Insomnia is associated with a higher risk of a certain type of heart attack, called a type 2 myocardial infarction (T2MI) among people with HIV.
Type 1 myocardial infarctions (T1MIs) result from a rupture of plaque build-up on the walls of the arteries leading to the heart. T2MIs are driven by an increase in oxygen demand in the body in the face of a decreased supply of oxygen; this can occur during sepsis or cocaine use, for example.
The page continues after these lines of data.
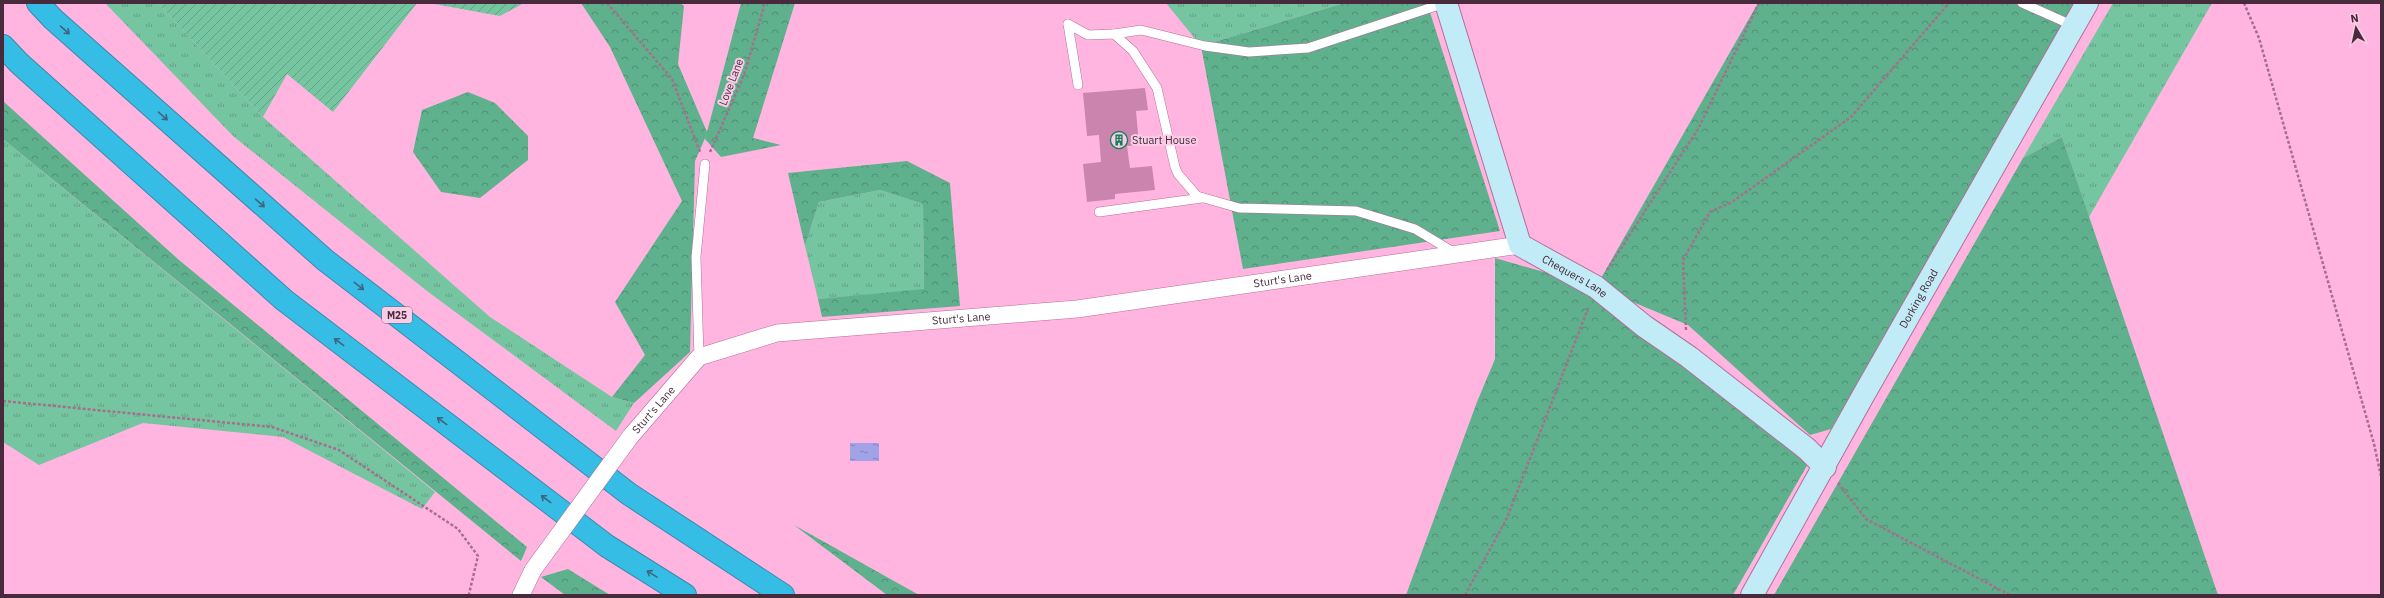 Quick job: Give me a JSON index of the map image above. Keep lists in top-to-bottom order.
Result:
{
  "streets": {
    "highway": ["M25"],
    "main road": ["Chequers Lane", "Dorking Road"],
    "street": ["Sturt's Lane"],
    "path": ["Love Lane"]
  },
  "crossings": [
    ["Chequers Lane", "Sturt's Lane"],
    ["Chequers Lane", "Dorking Road"]
  ],
  "places": {
    "building": ["Stuart House"]
  },
  "north": "top"
} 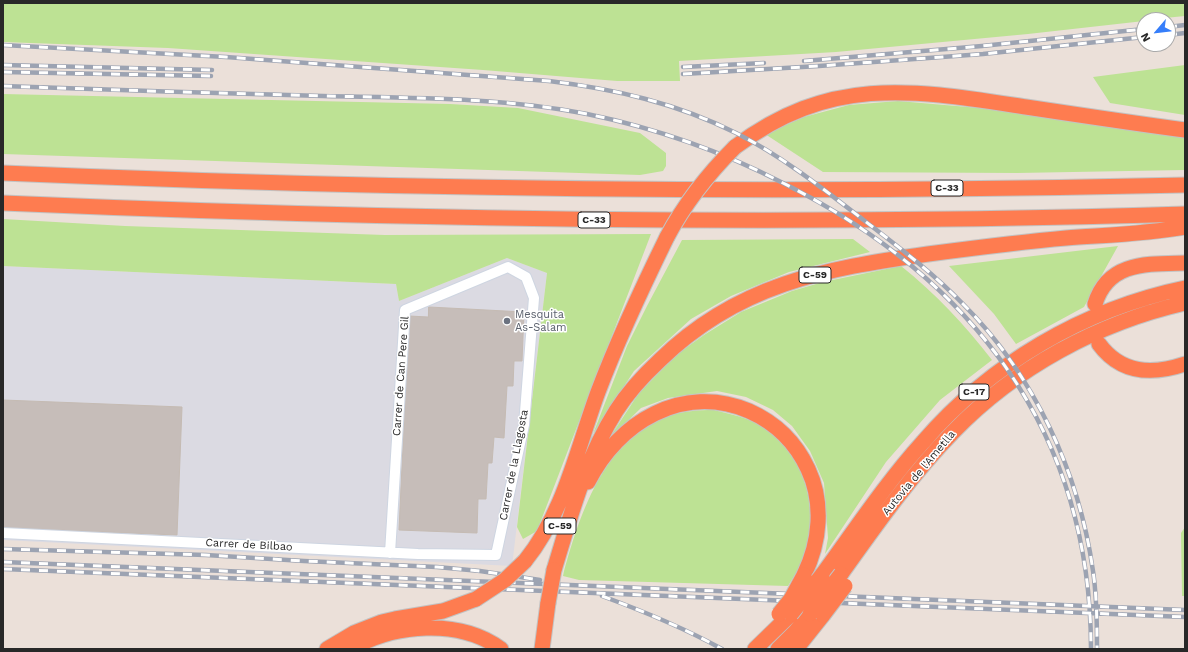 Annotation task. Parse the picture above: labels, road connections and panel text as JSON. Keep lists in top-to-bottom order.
{
  "streets": {
    "highway": [
      "C-33",
      "C-59",
      "C-17",
      "Autovia de l'Ametlla"
    ],
    "street": ["Carrer de Can Pere Gil", "Carrer de la Llagosta", "Carrer de Bilbao"]
  },
  "crossings": [
    ["C-59", "C-17"],
    ["Carrer de Can Pere Gil", "Carrer de la Llagosta"],
    ["Carrer de Can Pere Gil", "Carrer de Bilbao"],
    ["Carrer de la Llagosta", "Carrer de Bilbao"]
  ],
  "places": ["Mesquita As-Salam"],
  "north": "bottom left"
} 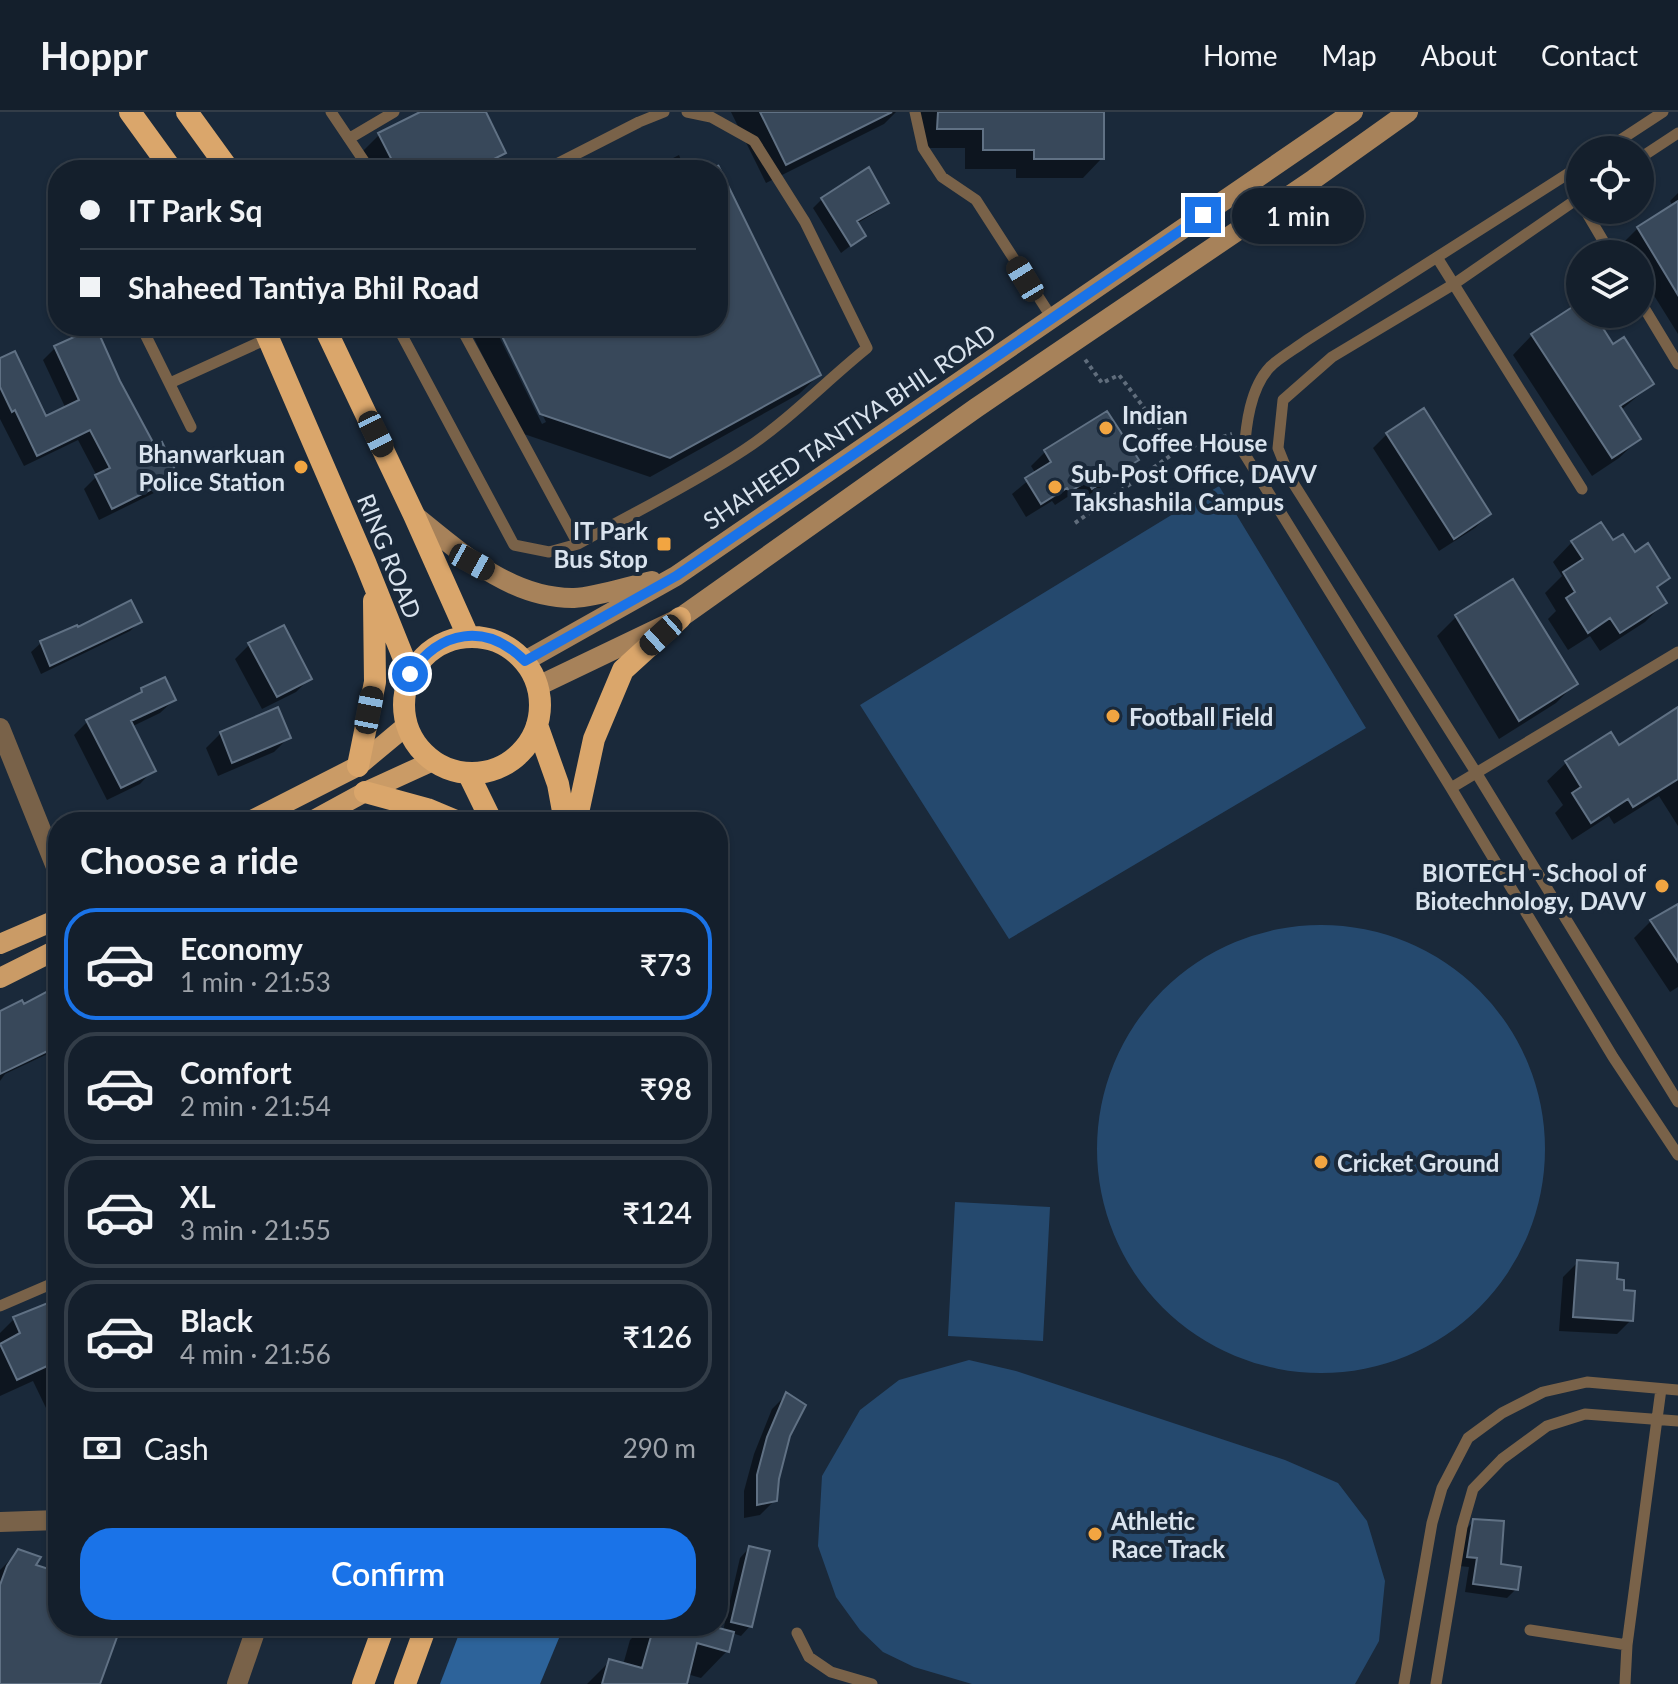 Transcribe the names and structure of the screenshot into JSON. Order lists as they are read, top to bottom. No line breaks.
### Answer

Bridget M. Whitney, PhD, MPH, of the University of Washington, presented findings at the 2020 Conference on Retroviruses and Opportunistic Infections in Boston from a study of insomnia’s association with T1MI and T2MI among people with HIV.
Previous research has indicated that people with HIV experience a disproportionately high burden of sleep disturbances, including insomnia, compared with the general public. Additionally, insomnia is associated with an increased risk of cardiovascular disease (CVD), which in turn may drive up heart attacks among people with HIV.
Even when they are on antiretroviral treatment, people with HIV have an estimated doubled risk of CVD compared with those who do not have the virus.
Whitney and her colleagues drew their research data from the multisite Centers for AIDS Research Network of Integrated Clinical Systems cohort. A total of 11,189 people with HIV provided information about their experiences with insomnia upon entering the cohort, with the condition defined as having difficulty falling or staying asleep with symptoms that are bothersome.
Fifty-seven percent of the cohort members reported some difficulty falling or staying asleep, and 48% reported that that their insomnia symptoms were bothersome. These findings were consistent with previously published papers indicating that 50% to 70% of people with HIV have insomnia.
During an average of 4.3 years of follow-up, the cohort members experienced 241 heart attacks. A total of 10,948 (98%) of the cohort members did not experience a heart attack, while 141 people (1%) experienced a T1MI and 100 (1%) experienced a T2MI.
Among the no-heart-attack, T1MI and T2MI groups, the average age was a respective 43, 51 and 49 years old; 15%, 7% and 22% were women; the median CD4 count was 523, 499 and 387; 21%, 22% and 33% had a viral load of at least 400; and 48%, 47% and 59% had insomnia.
After adjusting the data to account for differences between the cohort members in age, sex and race, the study authors found no association between insomnia and the risk of T1MI. When they further adjusted the data to account for clinical factors, including differences in CD4 count, viral suppression, smoking, stimulant use, treatment for high blood pressure, treatment for irregular blood lipids such as cholesterol and poor kidney function, the investigators still found no link between insomnia and T1MI risk.
As for T2MI risk, the researchers found that after they adjusted for age, sex and race, insomnia was associated with a 67% increased risk of this type of heart attack. This finding was statistically significant, meaning it is unlikely to have been driven by chance. That said, when the study authors further adjusted the data to account for the set of clinical criteria, insomnia was associated with a 49% increased risk of T2MI that was not statistically significant, meaning it may have been driven by chance.
The main identified causes of T2MIs included sepsis (35%), a high blood pressure urgency or emergency (10%), cocaine or other illicit drug use (8%), medical procedures (7%), low blood pressure (6%) and low oxygen in the blood (6%).
The study authors concluded that their findings highlight the importance of distinguishing between types of heart attack, in particular among people with HIV.